Tightly coupled workloads have processes that regularly exchange information at each iteration of the simulation. Typically, these tightly coupled simulations run on a homogenous cluster. The total core or processor count can range from tens, to thousands, and occasionally to hundreds of thousands if the infrastructure allows. The interactions of the processes during the simulation place extra demands on the infrastructure, such as the compute nodes and network inftrastructure.
Consider the following fundamentals for both scenarios when selecting an HPC infrastructure on AWS:
- Network: Network requirements can range from cases with low requirements, such as loosely coupled applications with minimal communication traffic, to tightly coupled and massively parallel applications that require a performant network with large bandwith and low latency.
- Storage: HPC calculation use, create, and move data in unique ways. Storage infrastructure must support these requirements during each step of the calculation. Input data is frequently stored on startup, more data is created and stored while running, and output data is moved to a reservoir location upon run completion. Factors to be considerated include data size, media type, transfer speeds, shared access, and storage properties.
- Compute: The EC2 instance type defines the hardware capabilities available for your HPC workload. Hardware capabilities include the processor type, core frequency, processor features, memory-to-core ratio, and network performance. On AWS, an instance is considered to be the same as an HPC node.

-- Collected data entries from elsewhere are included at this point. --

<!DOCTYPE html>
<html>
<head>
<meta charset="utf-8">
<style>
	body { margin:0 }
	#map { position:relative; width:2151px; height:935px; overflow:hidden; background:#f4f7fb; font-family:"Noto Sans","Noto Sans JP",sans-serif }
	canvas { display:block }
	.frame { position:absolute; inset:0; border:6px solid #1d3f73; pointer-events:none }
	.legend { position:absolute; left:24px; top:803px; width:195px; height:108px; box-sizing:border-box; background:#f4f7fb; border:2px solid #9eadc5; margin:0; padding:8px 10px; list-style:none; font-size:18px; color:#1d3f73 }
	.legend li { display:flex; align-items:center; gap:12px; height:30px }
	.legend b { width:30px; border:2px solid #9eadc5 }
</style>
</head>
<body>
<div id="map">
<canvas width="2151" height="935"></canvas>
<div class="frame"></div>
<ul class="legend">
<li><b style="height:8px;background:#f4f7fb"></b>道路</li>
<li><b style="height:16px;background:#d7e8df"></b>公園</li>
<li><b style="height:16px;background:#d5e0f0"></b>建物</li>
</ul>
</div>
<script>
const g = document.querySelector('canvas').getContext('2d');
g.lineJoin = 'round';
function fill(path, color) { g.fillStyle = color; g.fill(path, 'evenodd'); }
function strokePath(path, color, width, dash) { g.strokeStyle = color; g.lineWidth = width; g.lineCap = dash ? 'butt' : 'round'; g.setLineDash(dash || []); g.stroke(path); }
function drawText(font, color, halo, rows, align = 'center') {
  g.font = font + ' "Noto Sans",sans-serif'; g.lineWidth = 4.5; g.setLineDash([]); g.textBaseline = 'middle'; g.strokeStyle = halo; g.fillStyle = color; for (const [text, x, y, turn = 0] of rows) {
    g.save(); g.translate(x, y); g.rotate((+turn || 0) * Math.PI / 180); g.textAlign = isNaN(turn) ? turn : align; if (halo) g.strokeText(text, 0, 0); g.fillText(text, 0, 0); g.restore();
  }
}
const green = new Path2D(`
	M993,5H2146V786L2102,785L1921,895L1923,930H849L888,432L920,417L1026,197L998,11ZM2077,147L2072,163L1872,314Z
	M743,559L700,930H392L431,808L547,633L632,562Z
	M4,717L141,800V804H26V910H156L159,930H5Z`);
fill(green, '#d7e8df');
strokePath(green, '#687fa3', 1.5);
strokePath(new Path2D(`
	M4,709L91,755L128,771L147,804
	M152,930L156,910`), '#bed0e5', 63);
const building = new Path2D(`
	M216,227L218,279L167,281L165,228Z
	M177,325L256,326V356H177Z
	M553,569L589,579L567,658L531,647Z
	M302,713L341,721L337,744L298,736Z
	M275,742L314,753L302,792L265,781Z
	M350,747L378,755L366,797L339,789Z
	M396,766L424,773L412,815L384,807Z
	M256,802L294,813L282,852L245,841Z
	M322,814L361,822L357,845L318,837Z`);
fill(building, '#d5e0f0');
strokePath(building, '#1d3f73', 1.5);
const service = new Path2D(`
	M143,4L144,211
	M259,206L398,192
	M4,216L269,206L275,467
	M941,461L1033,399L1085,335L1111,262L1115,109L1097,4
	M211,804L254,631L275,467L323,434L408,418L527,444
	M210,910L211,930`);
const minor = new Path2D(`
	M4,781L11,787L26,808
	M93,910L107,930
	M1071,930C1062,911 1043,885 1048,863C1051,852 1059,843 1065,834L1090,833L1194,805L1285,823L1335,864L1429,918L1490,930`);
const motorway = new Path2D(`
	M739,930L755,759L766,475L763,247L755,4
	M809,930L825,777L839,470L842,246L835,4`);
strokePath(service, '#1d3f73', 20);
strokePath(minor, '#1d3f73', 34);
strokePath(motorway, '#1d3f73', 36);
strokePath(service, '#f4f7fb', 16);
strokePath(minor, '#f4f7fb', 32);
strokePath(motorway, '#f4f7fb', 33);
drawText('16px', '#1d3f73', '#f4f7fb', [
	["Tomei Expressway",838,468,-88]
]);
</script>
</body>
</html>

A loosely coupled workload entails the processing of a large number of smaller jobs. Generally, the smaller job runs on one node, either consuming one process or multiple processes with shared memory parallelization for parallelization with that node.
The loss of one node or job in a loosely coupled workload usually doesn’t delay the entire calculation. The lost work can be picked up later or omitted altogether. The nodes involved in the calculation can vary in specification and power.
Tightly coupled applications consist of parallel processes that are dependent on each other to carry out the calculation. Unlike a loosely coupled computation, all processes of a tightly coupled simulation iterate together and require communication with one another. An iteration is defined as one step of the overall simulation. Tightly coupled calculations rely on tens to thousands of processes or cores over one to millions of iteration. The failure of one node usually leads to the failure of the entire calculation. To mitigate the risk of complete failure, application-level checkpointing regularly occurs during a computation to allow for the restarting of a simulation from a known state.